# AVAILABLE RECORDS:

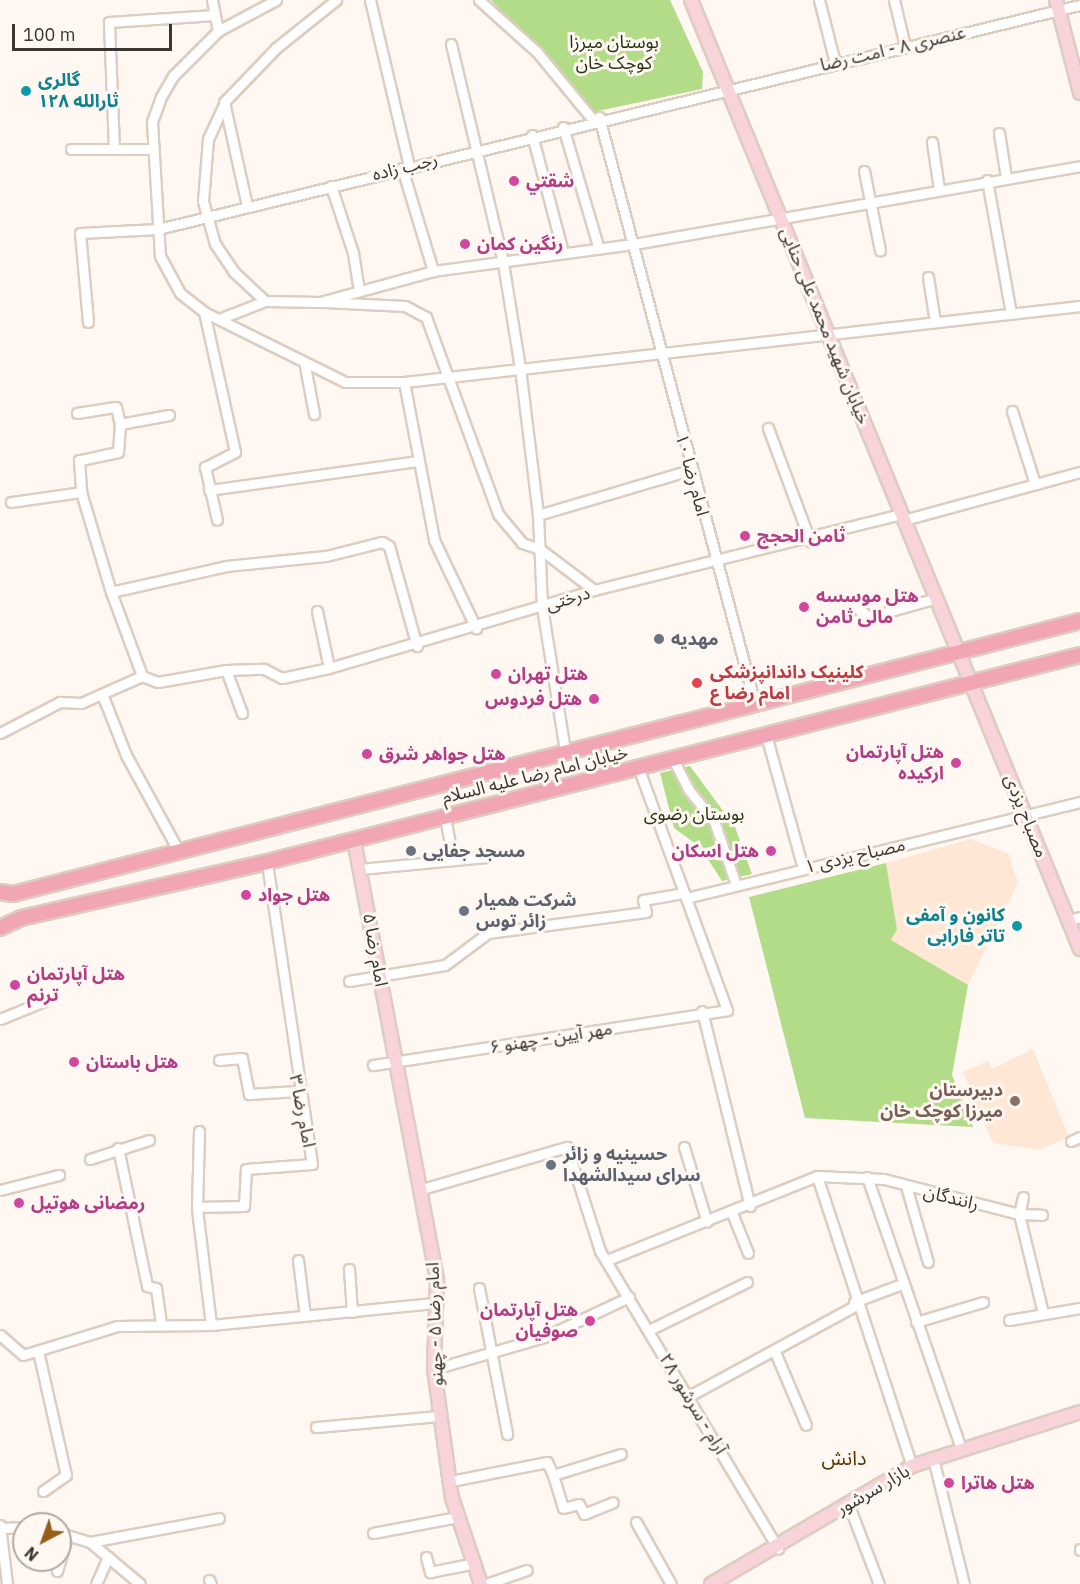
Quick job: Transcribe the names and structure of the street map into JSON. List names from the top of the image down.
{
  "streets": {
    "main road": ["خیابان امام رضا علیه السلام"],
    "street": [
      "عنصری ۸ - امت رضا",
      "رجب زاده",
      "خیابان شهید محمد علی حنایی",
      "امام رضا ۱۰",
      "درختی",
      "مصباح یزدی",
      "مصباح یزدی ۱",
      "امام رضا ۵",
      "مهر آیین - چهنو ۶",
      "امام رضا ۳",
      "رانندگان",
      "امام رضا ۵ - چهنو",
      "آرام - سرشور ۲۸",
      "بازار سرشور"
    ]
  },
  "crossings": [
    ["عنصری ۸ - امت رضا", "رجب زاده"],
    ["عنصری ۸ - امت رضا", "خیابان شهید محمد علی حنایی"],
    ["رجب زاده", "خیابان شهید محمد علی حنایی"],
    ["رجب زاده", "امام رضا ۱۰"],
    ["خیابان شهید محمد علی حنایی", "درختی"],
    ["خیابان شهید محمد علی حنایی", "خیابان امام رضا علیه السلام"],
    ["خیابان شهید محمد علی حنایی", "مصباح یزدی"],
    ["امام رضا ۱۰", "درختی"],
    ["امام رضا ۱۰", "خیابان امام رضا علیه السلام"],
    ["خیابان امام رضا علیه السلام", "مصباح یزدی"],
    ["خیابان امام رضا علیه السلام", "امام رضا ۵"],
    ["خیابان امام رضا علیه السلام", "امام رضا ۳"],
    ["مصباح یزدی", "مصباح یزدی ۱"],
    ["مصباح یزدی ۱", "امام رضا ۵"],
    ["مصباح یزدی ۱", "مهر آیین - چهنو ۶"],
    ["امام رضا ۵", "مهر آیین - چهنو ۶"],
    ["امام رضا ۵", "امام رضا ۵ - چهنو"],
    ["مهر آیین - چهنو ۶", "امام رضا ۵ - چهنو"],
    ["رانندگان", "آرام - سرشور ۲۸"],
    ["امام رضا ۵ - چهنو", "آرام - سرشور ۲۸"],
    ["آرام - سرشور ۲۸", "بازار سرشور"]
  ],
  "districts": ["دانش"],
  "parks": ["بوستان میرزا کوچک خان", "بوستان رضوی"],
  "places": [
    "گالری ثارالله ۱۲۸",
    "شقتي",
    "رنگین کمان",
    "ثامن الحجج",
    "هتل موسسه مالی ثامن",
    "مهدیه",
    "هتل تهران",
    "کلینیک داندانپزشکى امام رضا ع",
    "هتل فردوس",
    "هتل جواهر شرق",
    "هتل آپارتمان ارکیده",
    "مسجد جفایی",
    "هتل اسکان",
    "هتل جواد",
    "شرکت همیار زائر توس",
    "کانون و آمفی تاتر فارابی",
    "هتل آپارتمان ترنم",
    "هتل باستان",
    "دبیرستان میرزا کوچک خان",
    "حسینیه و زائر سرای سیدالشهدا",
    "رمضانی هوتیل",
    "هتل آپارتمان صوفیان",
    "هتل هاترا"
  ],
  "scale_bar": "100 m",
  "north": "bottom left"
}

# TASK BRIEF:
Reproduce each entry precisely; the pictures stay out.

# RESULT OF THIS TASK:
Quick job: Transcribe the names and structure of the street map into JSON. List names from the top of the image down.
{
  "streets": {
    "main road": ["خیابان امام رضا علیه السلام"],
    "street": [
      "عنصری ۸ - امت رضا",
      "رجب زاده",
      "خیابان شهید محمد علی حنایی",
      "امام رضا ۱۰",
      "درختی",
      "مصباح یزدی",
      "مصباح یزدی ۱",
      "امام رضا ۵",
      "مهر آیین - چهنو ۶",
      "امام رضا ۳",
      "رانندگان",
      "امام رضا ۵ - چهنو",
      "آرام - سرشور ۲۸",
      "بازار سرشور"
    ]
  },
  "crossings": [
    ["عنصری ۸ - امت رضا", "رجب زاده"],
    ["عنصری ۸ - امت رضا", "خیابان شهید محمد علی حنایی"],
    ["رجب زاده", "خیابان شهید محمد علی حنایی"],
    ["رجب زاده", "امام رضا ۱۰"],
    ["خیابان شهید محمد علی حنایی", "درختی"],
    ["خیابان شهید محمد علی حنایی", "خیابان امام رضا علیه السلام"],
    ["خیابان شهید محمد علی حنایی", "مصباح یزدی"],
    ["امام رضا ۱۰", "درختی"],
    ["امام رضا ۱۰", "خیابان امام رضا علیه السلام"],
    ["خیابان امام رضا علیه السلام", "مصباح یزدی"],
    ["خیابان امام رضا علیه السلام", "امام رضا ۵"],
    ["خیابان امام رضا علیه السلام", "امام رضا ۳"],
    ["مصباح یزدی", "مصباح یزدی ۱"],
    ["مصباح یزدی ۱", "امام رضا ۵"],
    ["مصباح یزدی ۱", "مهر آیین - چهنو ۶"],
    ["امام رضا ۵", "مهر آیین - چهنو ۶"],
    ["امام رضا ۵", "امام رضا ۵ - چهنو"],
    ["مهر آیین - چهنو ۶", "امام رضا ۵ - چهنو"],
    ["رانندگان", "آرام - سرشور ۲۸"],
    ["امام رضا ۵ - چهنو", "آرام - سرشور ۲۸"],
    ["آرام - سرشور ۲۸", "بازار سرشور"]
  ],
  "districts": ["دانش"],
  "parks": ["بوستان میرزا کوچک خان", "بوستان رضوی"],
  "places": [
    "گالری ثارالله ۱۲۸",
    "شقتي",
    "رنگین کمان",
    "ثامن الحجج",
    "هتل موسسه مالی ثامن",
    "مهدیه",
    "هتل تهران",
    "کلینیک داندانپزشکى امام رضا ع",
    "هتل فردوس",
    "هتل جواهر شرق",
    "هتل آپارتمان ارکیده",
    "مسجد جفایی",
    "هتل اسکان",
    "هتل جواد",
    "شرکت همیار زائر توس",
    "کانون و آمفی تاتر فارابی",
    "هتل آپارتمان ترنم",
    "هتل باستان",
    "دبیرستان میرزا کوچک خان",
    "حسینیه و زائر سرای سیدالشهدا",
    "رمضانی هوتیل",
    "هتل آپارتمان صوفیان",
    "هتل هاترا"
  ],
  "scale_bar": "100 m",
  "north": "bottom left"
}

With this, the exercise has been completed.